EXERCISE:
Output the listing in full. Every line stays exactly as it is.
-- Opening Marker --
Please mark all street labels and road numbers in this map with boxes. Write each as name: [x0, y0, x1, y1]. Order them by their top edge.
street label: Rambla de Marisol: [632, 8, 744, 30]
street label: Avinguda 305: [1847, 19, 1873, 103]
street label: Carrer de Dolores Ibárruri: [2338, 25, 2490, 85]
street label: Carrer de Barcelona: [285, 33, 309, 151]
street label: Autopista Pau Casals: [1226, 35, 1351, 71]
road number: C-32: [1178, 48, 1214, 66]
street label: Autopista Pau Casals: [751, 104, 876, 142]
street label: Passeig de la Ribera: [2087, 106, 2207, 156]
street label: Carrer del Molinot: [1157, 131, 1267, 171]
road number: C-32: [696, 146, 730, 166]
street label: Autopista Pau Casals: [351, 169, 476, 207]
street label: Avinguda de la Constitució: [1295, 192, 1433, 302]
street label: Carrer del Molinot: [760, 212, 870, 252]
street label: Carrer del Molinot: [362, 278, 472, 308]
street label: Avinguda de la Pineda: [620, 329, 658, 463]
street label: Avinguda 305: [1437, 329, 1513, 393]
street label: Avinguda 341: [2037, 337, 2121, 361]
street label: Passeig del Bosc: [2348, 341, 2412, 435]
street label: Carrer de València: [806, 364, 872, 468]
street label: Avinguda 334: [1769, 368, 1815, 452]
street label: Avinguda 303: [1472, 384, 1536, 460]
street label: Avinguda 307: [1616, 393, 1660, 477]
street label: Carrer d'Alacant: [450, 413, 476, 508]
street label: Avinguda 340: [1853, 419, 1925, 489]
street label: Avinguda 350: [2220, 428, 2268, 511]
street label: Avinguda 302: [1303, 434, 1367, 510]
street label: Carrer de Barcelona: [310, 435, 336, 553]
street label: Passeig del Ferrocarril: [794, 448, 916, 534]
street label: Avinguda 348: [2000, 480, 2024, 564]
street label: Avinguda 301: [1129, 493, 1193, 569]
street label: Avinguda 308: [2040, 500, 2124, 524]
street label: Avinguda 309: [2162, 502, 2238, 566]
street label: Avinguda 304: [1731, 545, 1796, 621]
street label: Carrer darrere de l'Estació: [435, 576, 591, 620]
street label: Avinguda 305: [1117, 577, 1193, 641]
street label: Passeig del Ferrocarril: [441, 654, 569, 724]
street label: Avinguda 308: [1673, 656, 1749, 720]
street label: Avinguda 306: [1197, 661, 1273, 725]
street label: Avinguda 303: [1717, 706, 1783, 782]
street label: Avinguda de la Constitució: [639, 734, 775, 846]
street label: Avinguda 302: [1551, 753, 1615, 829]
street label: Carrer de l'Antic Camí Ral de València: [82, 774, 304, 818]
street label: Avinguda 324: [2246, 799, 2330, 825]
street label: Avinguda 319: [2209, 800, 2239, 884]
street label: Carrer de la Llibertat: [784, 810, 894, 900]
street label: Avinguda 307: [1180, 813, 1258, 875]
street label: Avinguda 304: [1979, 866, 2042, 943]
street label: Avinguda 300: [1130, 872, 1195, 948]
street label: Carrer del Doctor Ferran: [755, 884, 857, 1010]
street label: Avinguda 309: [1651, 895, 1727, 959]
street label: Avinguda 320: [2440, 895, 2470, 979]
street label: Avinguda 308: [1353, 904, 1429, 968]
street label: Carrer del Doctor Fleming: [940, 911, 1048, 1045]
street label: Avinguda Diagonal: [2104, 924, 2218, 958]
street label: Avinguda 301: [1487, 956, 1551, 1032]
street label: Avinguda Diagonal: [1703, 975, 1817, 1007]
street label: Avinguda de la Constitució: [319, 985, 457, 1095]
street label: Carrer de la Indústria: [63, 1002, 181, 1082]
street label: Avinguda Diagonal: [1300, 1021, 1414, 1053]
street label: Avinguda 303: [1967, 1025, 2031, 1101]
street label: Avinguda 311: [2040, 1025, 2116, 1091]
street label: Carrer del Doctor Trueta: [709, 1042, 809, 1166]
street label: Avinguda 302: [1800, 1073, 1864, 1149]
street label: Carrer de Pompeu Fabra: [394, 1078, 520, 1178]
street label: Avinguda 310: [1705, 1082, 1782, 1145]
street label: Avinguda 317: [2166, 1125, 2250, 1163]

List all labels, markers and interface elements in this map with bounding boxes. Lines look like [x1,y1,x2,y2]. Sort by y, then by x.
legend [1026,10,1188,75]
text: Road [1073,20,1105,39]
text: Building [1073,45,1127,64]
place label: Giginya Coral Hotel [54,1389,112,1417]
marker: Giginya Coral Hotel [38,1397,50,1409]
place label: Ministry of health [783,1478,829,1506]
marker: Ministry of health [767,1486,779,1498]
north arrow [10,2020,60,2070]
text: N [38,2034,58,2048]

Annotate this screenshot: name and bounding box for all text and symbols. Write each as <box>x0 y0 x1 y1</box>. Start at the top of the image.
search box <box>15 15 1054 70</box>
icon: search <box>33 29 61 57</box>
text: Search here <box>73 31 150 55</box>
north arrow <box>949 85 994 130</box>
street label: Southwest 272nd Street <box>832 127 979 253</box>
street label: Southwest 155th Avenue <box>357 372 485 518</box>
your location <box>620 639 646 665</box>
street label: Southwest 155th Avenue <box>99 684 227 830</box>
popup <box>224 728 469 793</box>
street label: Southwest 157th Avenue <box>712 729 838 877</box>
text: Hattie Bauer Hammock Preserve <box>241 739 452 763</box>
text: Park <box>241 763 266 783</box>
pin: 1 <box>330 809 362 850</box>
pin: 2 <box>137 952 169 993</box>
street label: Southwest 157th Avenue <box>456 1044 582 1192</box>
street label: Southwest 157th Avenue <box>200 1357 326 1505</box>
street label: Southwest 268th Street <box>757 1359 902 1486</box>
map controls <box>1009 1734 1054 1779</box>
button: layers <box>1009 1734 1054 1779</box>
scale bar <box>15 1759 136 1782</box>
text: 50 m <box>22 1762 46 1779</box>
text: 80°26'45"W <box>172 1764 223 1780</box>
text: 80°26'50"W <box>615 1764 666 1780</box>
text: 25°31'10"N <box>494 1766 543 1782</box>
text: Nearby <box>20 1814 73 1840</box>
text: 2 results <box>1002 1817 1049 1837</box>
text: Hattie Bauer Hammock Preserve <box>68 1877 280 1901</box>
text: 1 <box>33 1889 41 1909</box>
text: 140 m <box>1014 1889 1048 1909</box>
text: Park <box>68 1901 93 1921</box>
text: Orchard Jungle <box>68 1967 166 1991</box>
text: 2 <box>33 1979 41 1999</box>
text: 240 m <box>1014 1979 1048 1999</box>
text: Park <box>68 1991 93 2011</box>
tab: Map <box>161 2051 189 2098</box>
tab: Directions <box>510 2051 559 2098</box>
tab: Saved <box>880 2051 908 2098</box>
-- Closing Marker --
REPLY:
Please mark all street labels and road numbers in this map with boxes. Write each as name: [x0, y0, x1, y1]. Order them by their top edge.
street label: Rambla de Marisol: [632, 8, 744, 30]
street label: Avinguda 305: [1847, 19, 1873, 103]
street label: Carrer de Dolores Ibárruri: [2338, 25, 2490, 85]
street label: Carrer de Barcelona: [285, 33, 309, 151]
street label: Autopista Pau Casals: [1226, 35, 1351, 71]
road number: C-32: [1178, 48, 1214, 66]
street label: Autopista Pau Casals: [751, 104, 876, 142]
street label: Passeig de la Ribera: [2087, 106, 2207, 156]
street label: Carrer del Molinot: [1157, 131, 1267, 171]
road number: C-32: [696, 146, 730, 166]
street label: Autopista Pau Casals: [351, 169, 476, 207]
street label: Avinguda de la Constitució: [1295, 192, 1433, 302]
street label: Carrer del Molinot: [760, 212, 870, 252]
street label: Carrer del Molinot: [362, 278, 472, 308]
street label: Avinguda de la Pineda: [620, 329, 658, 463]
street label: Avinguda 305: [1437, 329, 1513, 393]
street label: Avinguda 341: [2037, 337, 2121, 361]
street label: Passeig del Bosc: [2348, 341, 2412, 435]
street label: Carrer de València: [806, 364, 872, 468]
street label: Avinguda 334: [1769, 368, 1815, 452]
street label: Avinguda 303: [1472, 384, 1536, 460]
street label: Avinguda 307: [1616, 393, 1660, 477]
street label: Carrer d'Alacant: [450, 413, 476, 508]
street label: Avinguda 340: [1853, 419, 1925, 489]
street label: Avinguda 350: [2220, 428, 2268, 511]
street label: Avinguda 302: [1303, 434, 1367, 510]
street label: Carrer de Barcelona: [310, 435, 336, 553]
street label: Passeig del Ferrocarril: [794, 448, 916, 534]
street label: Avinguda 348: [2000, 480, 2024, 564]
street label: Avinguda 301: [1129, 493, 1193, 569]
street label: Avinguda 308: [2040, 500, 2124, 524]
street label: Avinguda 309: [2162, 502, 2238, 566]
street label: Avinguda 304: [1731, 545, 1796, 621]
street label: Carrer darrere de l'Estació: [435, 576, 591, 620]
street label: Avinguda 305: [1117, 577, 1193, 641]
street label: Passeig del Ferrocarril: [441, 654, 569, 724]
street label: Avinguda 308: [1673, 656, 1749, 720]
street label: Avinguda 306: [1197, 661, 1273, 725]
street label: Avinguda 303: [1717, 706, 1783, 782]
street label: Avinguda de la Constitució: [639, 734, 775, 846]
street label: Avinguda 302: [1551, 753, 1615, 829]
street label: Carrer de l'Antic Camí Ral de València: [82, 774, 304, 818]
street label: Avinguda 324: [2246, 799, 2330, 825]
street label: Avinguda 319: [2209, 800, 2239, 884]
street label: Carrer de la Llibertat: [784, 810, 894, 900]
street label: Avinguda 307: [1180, 813, 1258, 875]
street label: Avinguda 304: [1979, 866, 2042, 943]
street label: Avinguda 300: [1130, 872, 1195, 948]
street label: Carrer del Doctor Ferran: [755, 884, 857, 1010]
street label: Avinguda 309: [1651, 895, 1727, 959]
street label: Avinguda 320: [2440, 895, 2470, 979]
street label: Avinguda 308: [1353, 904, 1429, 968]
street label: Carrer del Doctor Fleming: [940, 911, 1048, 1045]
street label: Avinguda Diagonal: [2104, 924, 2218, 958]
street label: Avinguda 301: [1487, 956, 1551, 1032]
street label: Avinguda Diagonal: [1703, 975, 1817, 1007]
street label: Avinguda de la Constitució: [319, 985, 457, 1095]
street label: Carrer de la Indústria: [63, 1002, 181, 1082]
street label: Avinguda Diagonal: [1300, 1021, 1414, 1053]
street label: Avinguda 303: [1967, 1025, 2031, 1101]
street label: Avinguda 311: [2040, 1025, 2116, 1091]
street label: Carrer del Doctor Trueta: [709, 1042, 809, 1166]
street label: Avinguda 302: [1800, 1073, 1864, 1149]
street label: Carrer de Pompeu Fabra: [394, 1078, 520, 1178]
street label: Avinguda 310: [1705, 1082, 1782, 1145]
street label: Avinguda 317: [2166, 1125, 2250, 1163]

List all labels, markers and interface elements in this map with bounding boxes. Lines look like [x1,y1,x2,y2]. Sort by y, then by x.
legend [1026,10,1188,75]
text: Road [1073,20,1105,39]
text: Building [1073,45,1127,64]
place label: Giginya Coral Hotel [54,1389,112,1417]
marker: Giginya Coral Hotel [38,1397,50,1409]
place label: Ministry of health [783,1478,829,1506]
marker: Ministry of health [767,1486,779,1498]
north arrow [10,2020,60,2070]
text: N [38,2034,58,2048]

Annotate this screenshot: name and bounding box for all text and symbols. Write each as <box>x0 y0 x1 y1</box>. Start at the top of the image.
search box <box>15 15 1054 70</box>
icon: search <box>33 29 61 57</box>
text: Search here <box>73 31 150 55</box>
north arrow <box>949 85 994 130</box>
street label: Southwest 272nd Street <box>832 127 979 253</box>
street label: Southwest 155th Avenue <box>357 372 485 518</box>
your location <box>620 639 646 665</box>
street label: Southwest 155th Avenue <box>99 684 227 830</box>
popup <box>224 728 469 793</box>
street label: Southwest 157th Avenue <box>712 729 838 877</box>
text: Hattie Bauer Hammock Preserve <box>241 739 452 763</box>
text: Park <box>241 763 266 783</box>
pin: 1 <box>330 809 362 850</box>
pin: 2 <box>137 952 169 993</box>
street label: Southwest 157th Avenue <box>456 1044 582 1192</box>
street label: Southwest 157th Avenue <box>200 1357 326 1505</box>
street label: Southwest 268th Street <box>757 1359 902 1486</box>
map controls <box>1009 1734 1054 1779</box>
button: layers <box>1009 1734 1054 1779</box>
scale bar <box>15 1759 136 1782</box>
text: 50 m <box>22 1762 46 1779</box>
text: 80°26'45"W <box>172 1764 223 1780</box>
text: 80°26'50"W <box>615 1764 666 1780</box>
text: 25°31'10"N <box>494 1766 543 1782</box>
text: Nearby <box>20 1814 73 1840</box>
text: 2 results <box>1002 1817 1049 1837</box>
text: Hattie Bauer Hammock Preserve <box>68 1877 280 1901</box>
text: 1 <box>33 1889 41 1909</box>
text: 140 m <box>1014 1889 1048 1909</box>
text: Park <box>68 1901 93 1921</box>
text: Orchard Jungle <box>68 1967 166 1991</box>
text: 2 <box>33 1979 41 1999</box>
text: 240 m <box>1014 1979 1048 1999</box>
text: Park <box>68 1991 93 2011</box>
tab: Map <box>161 2051 189 2098</box>
tab: Directions <box>510 2051 559 2098</box>
tab: Saved <box>880 2051 908 2098</box>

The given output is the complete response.